#1
Hey guys.

I'm having a hard time getting down the concept of figuring out the keys to songs, and then picking out a scale.

I hate to be *that guy* but I mainly just listen to metal, and very rarely are there any real chord progressions. Its mainly just a lot of fast single note picking, and open palm muting.

I recently bought a fretlight guitar (basically just a guitar with a led neck that you can plug into the computer, pick a scale, and every note in that scale lights up) to just mess around on and try to improv over some backing tracks.

I guess what I'm asking is, what is the easiest way for me to figure out which scale I should load up in the fretlight when listening to a song to improv over it? When it comes to country/pop/rock its easy to find the chords, thus getting the key.

Any help or just general pointers would be greatly appreciated. Thanks!
#2
Most metal songs are comprised of riffs, not chord progressions, and each riff basically follows its own rules, so don't try and look for chord tones or anything. In metal, you can pretty much always bet that the key is going to whatever your low E is tuned to (minor, of course, so Estandard would be Eminor, drop D would be Dminor, drop C minor and so on). If there's open palm muting, it's almost definately in the key of whatever note you're chugging (referred to as a "pedal note").

Forget about the theory for a second, in metal analysing the notes/chords is almost pointless due how chromatics and non diatonic notes are used. Listen to the song, and if you can hear a note that you want to land on, that's your key. Play a riff, then play your open E, chances are it sounds like the best note to land on, bam, you've got your key. Take Metallica for example, 90% of their songs are in Eminor, and when they're not, it's probably because of their tuning.

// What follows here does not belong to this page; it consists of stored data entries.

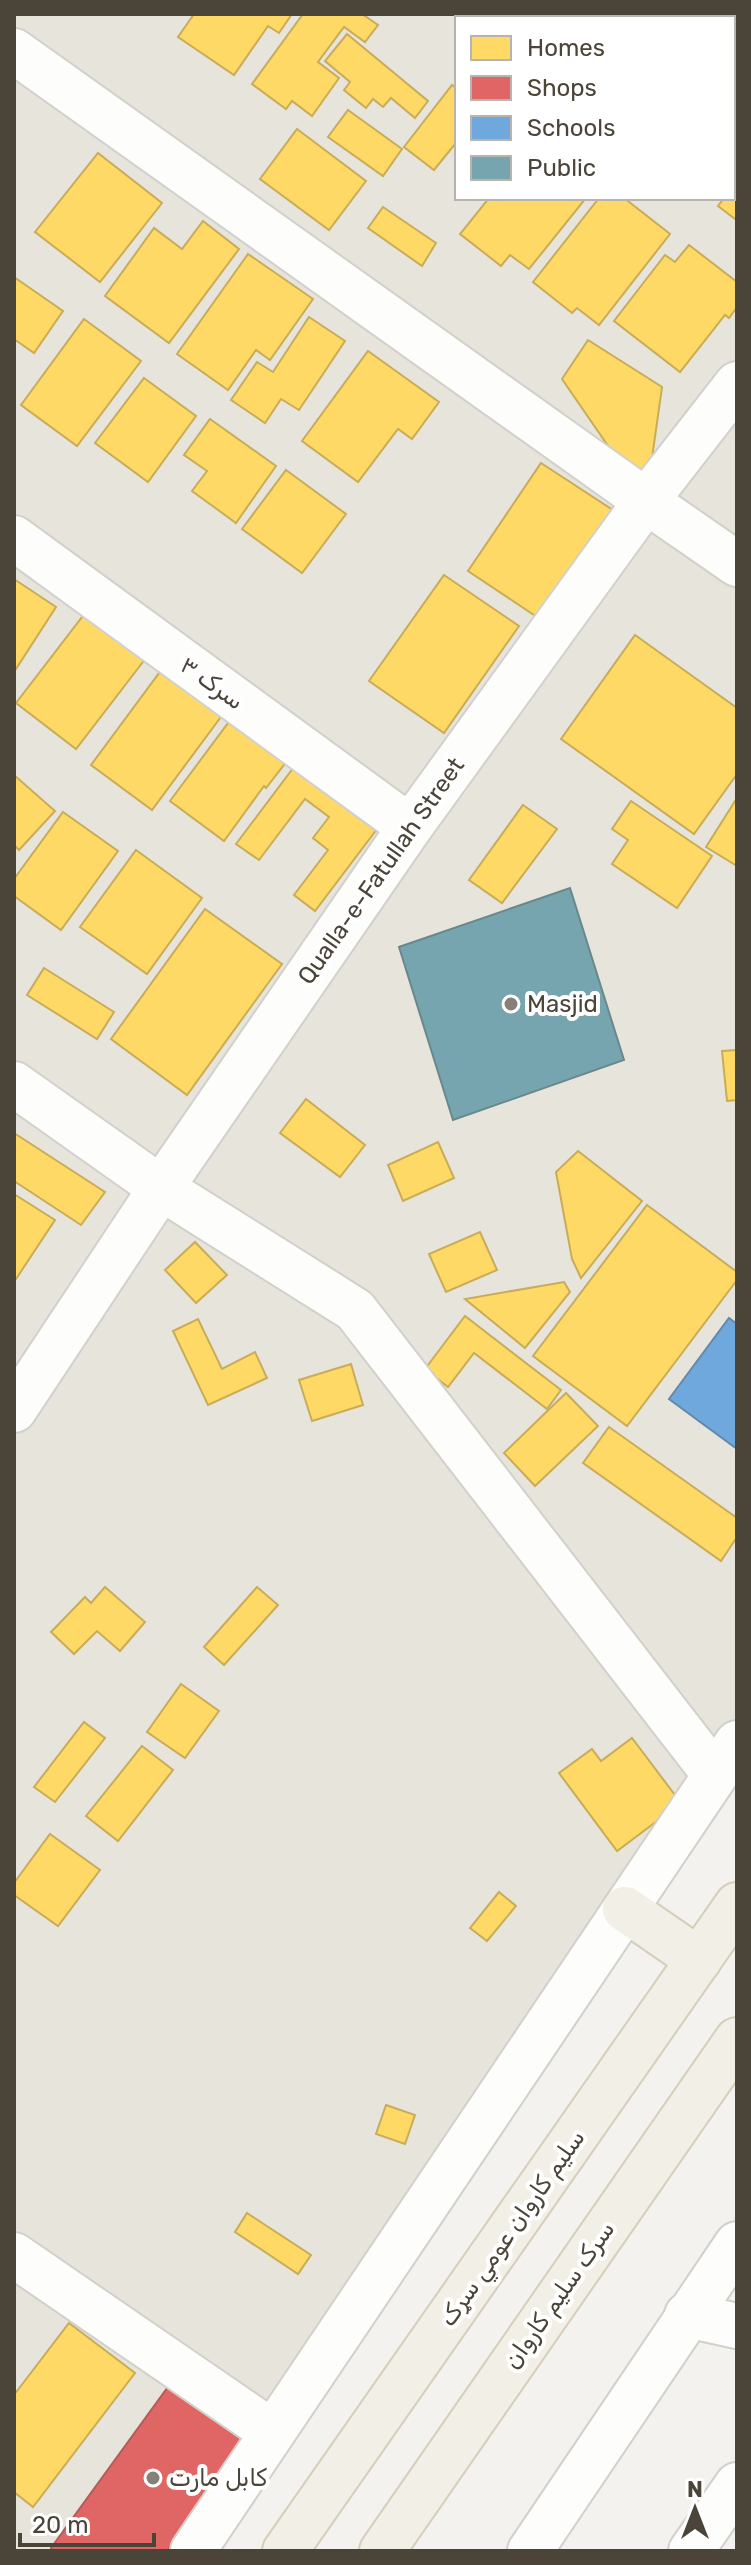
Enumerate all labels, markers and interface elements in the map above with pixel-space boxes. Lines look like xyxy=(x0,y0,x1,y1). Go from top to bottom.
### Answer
legend xyxy=(455,16,735,200)
text: Homes xyxy=(527,34,605,62)
text: Shops xyxy=(527,74,597,102)
text: Schools xyxy=(527,114,615,142)
text: Public xyxy=(527,154,596,182)
street label: سرک ۳ xyxy=(175,651,249,715)
street label: Qualla-e-Fatullah Street xyxy=(292,752,470,990)
place label: Masjid xyxy=(527,990,598,1018)
marker: Masjid xyxy=(502,995,520,1013)
street label: سلیم کاروان عومي سړک xyxy=(434,2124,594,2334)
street label: سرک سلیم کاروان xyxy=(498,2216,621,2375)
place label: کابل مارت xyxy=(169,2464,267,2492)
marker: کابل مارت xyxy=(144,2469,162,2487)
north arrow xyxy=(655,2469,735,2549)
text: N xyxy=(687,2476,703,2503)
scale bar xyxy=(20,2497,154,2547)
text: 20 m xyxy=(32,2511,89,2539)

This is all a generalisation of course, prog metal usually features a lot of modulation (change in key), classic metal bands use lots of different keys (crazy train is in F#minor and Amajor), and a lot of extreme genres like grindcore will usually ignore key. Basically, use your ears, don't rely on some tool to find the key for you, just play along with the song and whatever note sounds like home, that's your key.

And don't worry about listening to mainly metal, this is a metal site for the most part, afterall.
#3
Key is all about tonic. Tonic is your home note, and you should be able to find it by ear - that's really the only way to be sure about the key. As said above, many times metal riffs use pedal notes (usually chugging on the low E string or whatever your lowest string is). If the riff is like this, you can be almost sure that that's also your key.

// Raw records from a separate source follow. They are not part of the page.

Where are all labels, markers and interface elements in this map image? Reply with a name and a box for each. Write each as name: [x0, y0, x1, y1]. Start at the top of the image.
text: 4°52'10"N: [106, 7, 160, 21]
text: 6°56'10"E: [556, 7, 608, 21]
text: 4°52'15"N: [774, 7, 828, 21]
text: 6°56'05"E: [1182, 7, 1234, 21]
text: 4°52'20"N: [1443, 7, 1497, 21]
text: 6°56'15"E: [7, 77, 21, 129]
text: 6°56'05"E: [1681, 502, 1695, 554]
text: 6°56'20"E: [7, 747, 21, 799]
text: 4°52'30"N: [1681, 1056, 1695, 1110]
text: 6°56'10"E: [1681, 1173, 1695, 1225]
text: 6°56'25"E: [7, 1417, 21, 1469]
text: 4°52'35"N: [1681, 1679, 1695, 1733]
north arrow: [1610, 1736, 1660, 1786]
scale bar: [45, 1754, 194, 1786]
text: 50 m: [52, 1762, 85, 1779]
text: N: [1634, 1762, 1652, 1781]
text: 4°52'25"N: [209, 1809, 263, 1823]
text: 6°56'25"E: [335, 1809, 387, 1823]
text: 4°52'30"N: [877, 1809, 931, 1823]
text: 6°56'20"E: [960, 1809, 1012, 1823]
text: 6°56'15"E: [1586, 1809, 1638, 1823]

But yeah, learn to hear the tonic.
Quote by AlanHB
Just remember that there are no boring scales, just boring players.

Gear

Bach Stradivarius 37G
Charvel So Cal
Fender Dimension Bass
Hartke HyDrive 210c
Ibanez BL70
Laney VC30
Tokai TB48
Yamaha FG720S-12
Yamaha P115
#4
Quote by brian.c.baugus
Hey guys.

I'm having a hard time getting down the concept of figuring out the keys to songs, and then picking out a scale.

I hate to be *that guy* but I mainly just listen to metal, and very rarely are there any real chord progressions. Its mainly just a lot of fast single note picking, and open palm muting.

I recently bought a fretlight guitar (basically just a guitar with a led neck that you can plug into the computer, pick a scale, and every note in that scale lights up) to just mess around on and try to improv over some backing tracks.

I guess what I'm asking is, what is the easiest way for me to figure out which scale I should load up in the fretlight when listening to a song to improv over it? When it comes to country/pop/rock its easy to find the chords, thus getting the key.

Any help or just general pointers would be greatly appreciated. Thanks!
Listening for the tonic is where to start.
In the kind of music you're talking about (riff-based metal, with rudimentary chord progressions if any), it will almost certainly be the starting note, and the note that "feels lke home" throughout - because riffs will very likely start and end on it, keep returning to it.

Then it's a matter of hunting around the (narrow) set of choices of what scale might be built from that keynote. Minor pentatonic would be a classic choice, but be prepared for something like phrygian or harmonic minor.
Best thing really is to go note by note, and don't jump to any conclusions. I would use a slowdowner to be sure. (You may find it's not a preset scale you can just load into the fretlight; does it allow editing of scales, or programming your own?)

In one sense, key (tonal centre) doesn't matter because you only need to work out the notes (one by one if necessary); but hearing a tonal centre is usually a good guide, a place to start from. (And end on of course).